While awaiting one's turn to address a gathering, it is best to while away one's time by sizing up the crowd. Listening to fellow speakers only leads to a great deal of ennui and little else.
For instance, when perched comfortably on stage for one seminar or the other, one can often spot motley acquaintances making their way to join the audience, either by choice or by compulsion. Many onlookers look utterly bored and appear as if they've been cut and pasted into the seminar from more enjoyable situations.
Some people give knowing looks from a distance, as if they are present only to express their solidarity. And they do not let up until they get a smile or a nod in acknowledgement. They then make their way to the exit at the soonest possible, their objective having been achieved, and their presence duly marked.
Family and friends of speakers have to stick on longer though, and must actually stay for the duration of our speeches, for they dare not do otherwise. Having heard one waxing eloquent on repetitive subjects year after year, their ears evidently enter the sleep mode automatically and their minds doubtlessly wander to more interesting realms of human endeavour.
At the recently held Literati event at the Lake Club in Chandigarh, I could spot from a corner of the stage several friends who had turned up in dark glasses and found a place to sit in the audience. Some of them looked suitably engrossed in the proceedings, especially at such times as when my comely companions on the dais were speaking. Others yawned unabashedly and kept peering intermittently in a direction that was more towards the ice-cream vendor than the stage.
At another forum some months ago, a fellow panellist decided to confide in me about his animosity for the man who was on the microphone at the time.

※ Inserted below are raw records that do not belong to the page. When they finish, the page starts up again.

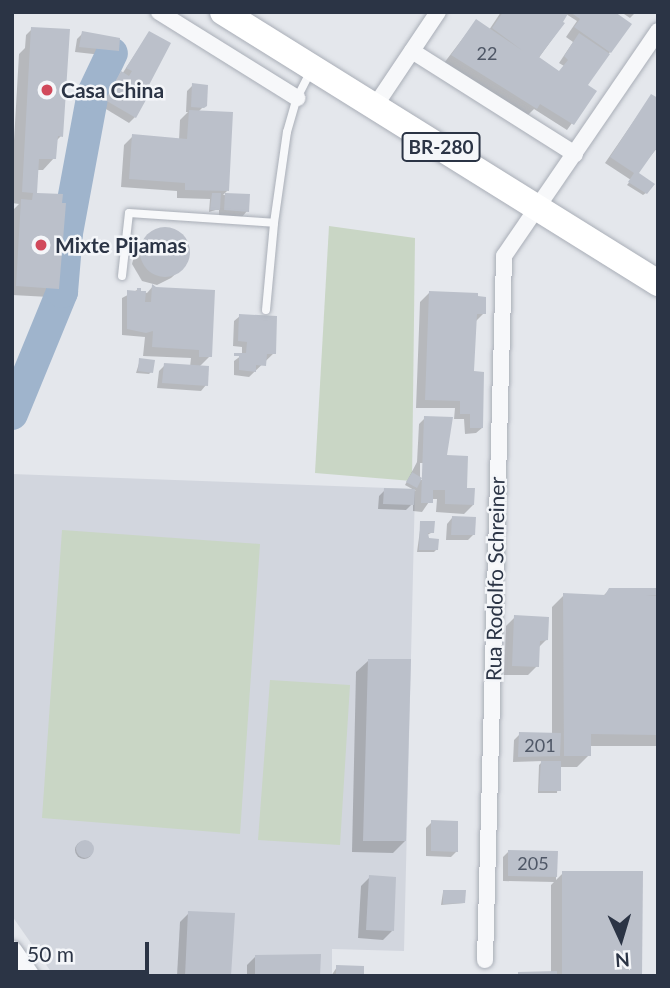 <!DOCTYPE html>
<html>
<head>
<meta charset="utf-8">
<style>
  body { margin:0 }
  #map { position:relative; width:670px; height:988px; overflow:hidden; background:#e4e7ec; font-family:Lato,sans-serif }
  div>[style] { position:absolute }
  .built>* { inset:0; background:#d2d6de }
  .green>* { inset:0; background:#c9d6c5 }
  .shadow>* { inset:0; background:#0003 }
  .round { border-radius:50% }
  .river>* { height:32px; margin:-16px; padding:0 16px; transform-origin:16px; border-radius:16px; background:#9fb4cc }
  .building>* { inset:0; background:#bbc0ca }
  .roads { filter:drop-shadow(0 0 2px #a9aeb7) drop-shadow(0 0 2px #a9aeb7) }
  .service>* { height:8px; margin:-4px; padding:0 4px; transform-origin:4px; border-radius:4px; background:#f7f8fa }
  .minor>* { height:16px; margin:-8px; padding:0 8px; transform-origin:8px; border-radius:8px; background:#f7f8fa }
  .tertiary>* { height:19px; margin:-9.5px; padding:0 9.5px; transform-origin:9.5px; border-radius:9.5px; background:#f7f8fa }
  .trunk>* { height:26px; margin:-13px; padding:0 13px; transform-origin:13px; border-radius:13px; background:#fff }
  .dots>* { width:19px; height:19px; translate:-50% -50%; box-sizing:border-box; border:4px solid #f4f6f9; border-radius:50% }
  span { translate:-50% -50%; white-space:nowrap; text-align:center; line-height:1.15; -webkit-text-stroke:5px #f4f6f9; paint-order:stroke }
  .number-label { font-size:18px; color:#4f5766 }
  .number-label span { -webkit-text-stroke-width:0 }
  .shield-label span { padding:2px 5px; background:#f4f6f9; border:2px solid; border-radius:5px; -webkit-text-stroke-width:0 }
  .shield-label { font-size:19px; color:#2b3445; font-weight:700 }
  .poi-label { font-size:21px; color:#2b3445; font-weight:700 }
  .left { translate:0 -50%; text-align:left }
  .street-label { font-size:21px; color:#2b3445 }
  .frame { position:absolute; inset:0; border:14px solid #2b3445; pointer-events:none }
  .north { position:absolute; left:586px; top:904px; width:70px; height:70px; -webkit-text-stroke:5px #f4f6f9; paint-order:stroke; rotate:176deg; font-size:19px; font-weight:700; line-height:28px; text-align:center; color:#2b3445 }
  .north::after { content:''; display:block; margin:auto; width:24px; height:32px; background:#2b3445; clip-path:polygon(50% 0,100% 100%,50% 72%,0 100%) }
  .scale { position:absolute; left:14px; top:942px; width:135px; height:32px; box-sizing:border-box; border:4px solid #2b3445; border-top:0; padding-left:9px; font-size:21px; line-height:24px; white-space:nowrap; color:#2b3445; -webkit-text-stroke:5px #f4f6f9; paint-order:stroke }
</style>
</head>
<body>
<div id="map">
  <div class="built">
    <div style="clip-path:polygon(12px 474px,415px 489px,404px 951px,332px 949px,332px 976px,54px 976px,12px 916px)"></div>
  </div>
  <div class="green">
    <div style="clip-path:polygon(329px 226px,415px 238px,412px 481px,315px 473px)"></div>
    <div style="clip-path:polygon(62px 530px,260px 544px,240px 834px,42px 818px)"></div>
    <div style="clip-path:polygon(270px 680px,350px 685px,340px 845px,258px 840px)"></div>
  </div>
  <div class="shadow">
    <div style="clip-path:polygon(evenodd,501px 12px,612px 12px,610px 52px,586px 85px,595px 91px,567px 130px,534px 109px,526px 117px,441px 67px,476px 21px,489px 30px,501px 12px,566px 14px,577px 21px,566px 37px,573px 42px,559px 63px,564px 66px,559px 73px,538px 59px,563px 24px,560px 22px,566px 14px)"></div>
    <div style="clip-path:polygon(621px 12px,636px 12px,630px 18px)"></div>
    <div style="clip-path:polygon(32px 29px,61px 136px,56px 141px,54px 158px,43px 170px,36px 170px,33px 195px,58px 288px,49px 297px,12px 295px,13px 210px,19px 204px,12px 203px,12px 175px,19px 54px,25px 48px,26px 35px)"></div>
    <div style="clip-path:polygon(83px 33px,117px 50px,111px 56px,75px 52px,77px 39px)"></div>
    <div style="clip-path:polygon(149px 33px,145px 88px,135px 117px,129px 123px,101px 106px)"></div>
    <div style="clip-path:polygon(193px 85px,205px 105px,198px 112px,227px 191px,223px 195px,248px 196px,247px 211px,242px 217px,219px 216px,219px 209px,209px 212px,210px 199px,177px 198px,177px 191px,121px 187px,124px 145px,133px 136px,179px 140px,180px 120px,188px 112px,186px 112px,187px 91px)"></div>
    <div style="clip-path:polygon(651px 96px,658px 100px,658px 147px,635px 175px,646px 193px,643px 195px,627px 185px,631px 180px,605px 163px)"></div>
    <div style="clip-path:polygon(163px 229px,181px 236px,188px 250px,181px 269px,171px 278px,157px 285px,142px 281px,132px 264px,136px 249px)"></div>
    <div style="clip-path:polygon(154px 285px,153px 291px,210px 356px,199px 367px,206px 385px,201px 391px,157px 388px,159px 371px,165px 365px,190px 367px,191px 358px,143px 356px,145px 337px,122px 335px,122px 298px,137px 290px,147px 293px)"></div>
    <div style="clip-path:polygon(429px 293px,484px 313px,475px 322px,472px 373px,482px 428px,476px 433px,465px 434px,464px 419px,454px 419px,455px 408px,416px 408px,420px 302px)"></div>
    <div style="clip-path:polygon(240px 316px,274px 353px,249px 377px,234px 375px,234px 361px,242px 355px,242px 347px,233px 346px,234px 321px)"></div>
    <div style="clip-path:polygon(140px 360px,151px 372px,149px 374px,136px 373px)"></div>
    <div style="clip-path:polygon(evenodd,425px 418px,473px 505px,464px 514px,436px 512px,437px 499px,431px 499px,422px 512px,413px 511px,413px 503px,406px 510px,378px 509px,379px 496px,385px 490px,416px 491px,405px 485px,417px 462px,419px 424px,425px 418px,420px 463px,424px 463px,423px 480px,420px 480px,420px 463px)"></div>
    <div style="clip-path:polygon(452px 518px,474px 534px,468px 540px,446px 540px,447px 524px)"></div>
    <div style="clip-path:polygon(421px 523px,433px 532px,427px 535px,436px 550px,434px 552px,417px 552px)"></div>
    <div style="clip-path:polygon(610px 589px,658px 590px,658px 746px,589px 746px,589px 755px,577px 767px,559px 767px,557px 793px,538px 793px,539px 765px,543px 761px,513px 762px,514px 740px,520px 734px,552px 735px,552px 607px,564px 595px,603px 596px)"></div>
    <div style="clip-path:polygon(515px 617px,547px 639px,538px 648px,537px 666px,528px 675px,504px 675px,506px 626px)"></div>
    <div style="clip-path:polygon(368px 661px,405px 841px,393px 853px,352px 852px,356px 672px)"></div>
    <div style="clip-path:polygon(432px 822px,457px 851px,451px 857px,426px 856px,426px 828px)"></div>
    <div class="round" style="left:75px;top:841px;width:18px;height:18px"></div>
    <div style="clip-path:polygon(509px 851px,556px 852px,556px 880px,563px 873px,641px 976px,517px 976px,551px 973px,551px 885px,554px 882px,503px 881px,503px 857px)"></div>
    <div style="clip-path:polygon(370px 877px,392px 931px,383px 940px,358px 938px,361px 886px)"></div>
    <div style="clip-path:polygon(443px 892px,464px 903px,441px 905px)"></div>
    <div style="clip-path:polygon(189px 913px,230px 976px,177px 976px,180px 922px)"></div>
    <div style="clip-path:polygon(256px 956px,318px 976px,247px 976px,247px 965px)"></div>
    <div style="clip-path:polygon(337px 967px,362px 976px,331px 976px)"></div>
  </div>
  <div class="river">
    <div style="left:12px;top:414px;width:132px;rotate:-67.7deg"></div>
    <div style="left:62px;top:292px;width:59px;rotate:-85.2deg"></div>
    <div style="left:67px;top:233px;width:142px;rotate:-79.5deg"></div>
    <div style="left:93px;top:93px;width:44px;rotate:-64.6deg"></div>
  </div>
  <div class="building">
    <div style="clip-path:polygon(503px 12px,569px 12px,563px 22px,565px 23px,539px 57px,559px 71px,568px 60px,564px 56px,579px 33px,610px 54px,588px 85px,597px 91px,574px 125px,540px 104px,537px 109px,451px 55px,476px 19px,523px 51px,492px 28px)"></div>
    <div style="clip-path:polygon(570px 12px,615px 12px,632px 24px,611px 53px,574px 27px,580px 19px)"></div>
    <div style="clip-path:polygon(31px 27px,70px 29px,63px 137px,58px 136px,56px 159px,39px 159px,37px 193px,63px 194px,62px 203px,66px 203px,59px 289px,16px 286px,21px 199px,32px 200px,33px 193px,22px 192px)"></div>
    <div style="clip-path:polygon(82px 31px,120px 38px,119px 51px,79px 47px)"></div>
    <div style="clip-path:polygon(149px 31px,171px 43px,148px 87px,152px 89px,136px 118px,105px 100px,121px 71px,129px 76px,132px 71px,126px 68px)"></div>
    <div style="clip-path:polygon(192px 83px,208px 85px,207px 106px,204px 108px,191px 107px)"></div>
    <div style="clip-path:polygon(651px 94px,658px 98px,658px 146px,639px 173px,655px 184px,647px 194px,628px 182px,634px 173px,610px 157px)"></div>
    <div style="clip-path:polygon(189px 110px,233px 112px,229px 191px,185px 190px,185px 183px,129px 179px,132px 134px,187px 139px)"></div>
    <div style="clip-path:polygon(212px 193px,221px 193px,220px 210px,210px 210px)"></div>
    <div style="clip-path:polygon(225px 193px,250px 194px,249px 212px,224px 210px)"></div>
    <div class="round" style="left:140px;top:227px;width:50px;height:50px"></div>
    <div style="clip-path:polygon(152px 284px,156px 287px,215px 290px,212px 357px,199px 357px,199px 350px,152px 347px,153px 331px,146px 333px,127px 329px,127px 290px,137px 291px,137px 288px,141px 288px,141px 291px,146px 291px,145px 302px,151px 302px)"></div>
    <div style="clip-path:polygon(429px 291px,478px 293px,478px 296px,486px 297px,486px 314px,477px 314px,474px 371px,484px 372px,483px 428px,470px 428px,470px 414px,460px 414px,460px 401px,425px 400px)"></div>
    <div style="clip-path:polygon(239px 314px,277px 316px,276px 354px,267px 354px,266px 366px,256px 365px,256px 372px,239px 370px,239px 356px,234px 356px,234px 353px,246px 353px,247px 342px,238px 341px)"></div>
    <div style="clip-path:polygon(139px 358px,155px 360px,153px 373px,138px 371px)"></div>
    <div style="clip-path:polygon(164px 363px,209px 366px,208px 386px,162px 383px)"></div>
    <div style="clip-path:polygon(424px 416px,453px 417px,447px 455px,468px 456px,467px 488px,475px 488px,474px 505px,445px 504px,445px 490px,433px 490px,433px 503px,421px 503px)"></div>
    <div style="clip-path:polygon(412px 472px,422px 478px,417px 488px,406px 482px)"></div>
    <div style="clip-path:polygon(384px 488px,415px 489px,414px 505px,383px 504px)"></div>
    <div style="clip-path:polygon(452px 516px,476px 517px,475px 535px,451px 535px)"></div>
    <div style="clip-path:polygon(420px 521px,435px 521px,434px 533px,428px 533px,429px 538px,439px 539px,438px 550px,419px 550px)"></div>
    <div style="clip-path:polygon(609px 588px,658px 588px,658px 595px,646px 596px,658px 596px,658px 735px,591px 734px,591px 756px,564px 756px,563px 593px,605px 595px)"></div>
    <div style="clip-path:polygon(514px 615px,549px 617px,548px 640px,540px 641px,539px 667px,512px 666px)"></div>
    <div style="clip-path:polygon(368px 659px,411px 659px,406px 841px,363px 841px)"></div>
    <div style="clip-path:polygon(519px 732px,561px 733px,560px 756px,518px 757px)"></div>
    <div style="clip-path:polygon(541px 761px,561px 761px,561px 791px,539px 791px)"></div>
    <div style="clip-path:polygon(431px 820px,458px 821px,458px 852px,431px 851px)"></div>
    <div class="round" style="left:76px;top:840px;width:18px;height:18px"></div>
    <div style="clip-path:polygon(508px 850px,558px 851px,557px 877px,508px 876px)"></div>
    <div style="clip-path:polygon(562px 871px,643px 871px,642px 976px,562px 976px)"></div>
    <div style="clip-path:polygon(369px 875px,396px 877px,394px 931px,366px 930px)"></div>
    <div style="clip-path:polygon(443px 890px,466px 890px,465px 903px,443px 904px)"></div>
    <div style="clip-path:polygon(188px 911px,235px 913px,231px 976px,185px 976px)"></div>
    <div style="clip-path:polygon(321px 954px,320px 976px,255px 976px,255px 955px)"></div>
    <div style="clip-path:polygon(336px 965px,364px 966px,364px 976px,336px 976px)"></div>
    <div style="clip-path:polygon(557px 971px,557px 976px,518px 976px,518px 972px)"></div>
  </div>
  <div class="roads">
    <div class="service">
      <div style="left:122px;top:276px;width:63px;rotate:-83.7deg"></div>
      <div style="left:129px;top:213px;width:145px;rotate:3.9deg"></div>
      <div style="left:274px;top:223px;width:92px;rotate:-81.9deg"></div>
      <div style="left:287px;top:132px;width:35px;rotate:-74deg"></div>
      <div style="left:297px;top:98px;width:28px;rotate:-63deg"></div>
      <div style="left:266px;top:310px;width:87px;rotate:-84.7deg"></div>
    </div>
    <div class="minor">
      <div style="left:159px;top:12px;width:163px;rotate:31.9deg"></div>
      <div style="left:412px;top:51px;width:193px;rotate:32.3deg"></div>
      <div style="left:375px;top:106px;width:113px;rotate:-56.2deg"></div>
      <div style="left:485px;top:960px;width:704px;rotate:-88.45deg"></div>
      <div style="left:504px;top:256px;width:273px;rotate:-55.6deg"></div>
    </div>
    <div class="tertiary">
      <div style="left:12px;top:950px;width:32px;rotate:55deg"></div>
    </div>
    <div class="trunk">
      <div style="left:223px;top:12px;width:513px;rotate:31.92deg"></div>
    </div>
  </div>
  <div class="dots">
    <div style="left:47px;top:90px;background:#d1495b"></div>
    <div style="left:41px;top:245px;background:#d1495b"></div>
  </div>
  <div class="number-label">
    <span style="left:487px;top:53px">22</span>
    <span style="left:540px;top:745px">201</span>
    <span style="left:533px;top:863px">205</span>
  </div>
  <div class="shield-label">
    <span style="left:441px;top:147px">BR-280</span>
  </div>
  <div class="poi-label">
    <span class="left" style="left:61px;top:90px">Casa China</span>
    <span class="left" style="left:55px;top:245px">Mixte Pijamas</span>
  </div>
  <div class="street-label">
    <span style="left:495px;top:579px;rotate:-89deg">Rua Rodolfo Schreiner</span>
  </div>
  <div class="frame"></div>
  <div class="north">N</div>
  <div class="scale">50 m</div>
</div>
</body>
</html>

They had been colleagues for years, you see, and couldn't stand the sight of each other. Thus, for the entire duration that his friend spoke, my poor ear had to put up with a whispered monologue about the other man's shortcomings, which were clearly many. Sensing that something was amiss, the speaker, once his turn was over, found my other ear a convenient sounding board to return the favour.
All this while I had to sit stone-faced before the audience and pretend that we were discussing something of national significance, while nodding gravely and trying to look respectable.
Feeling the need to unburden myself by either laughing out loud or by sharing my secret with someone, I took recourse to the latter alternative and texted a friend who sat in the second row about the goings-on.
Indeed, being on stage is quite a laughing matter at times, and certainly more enjoyable than being a part of the audience.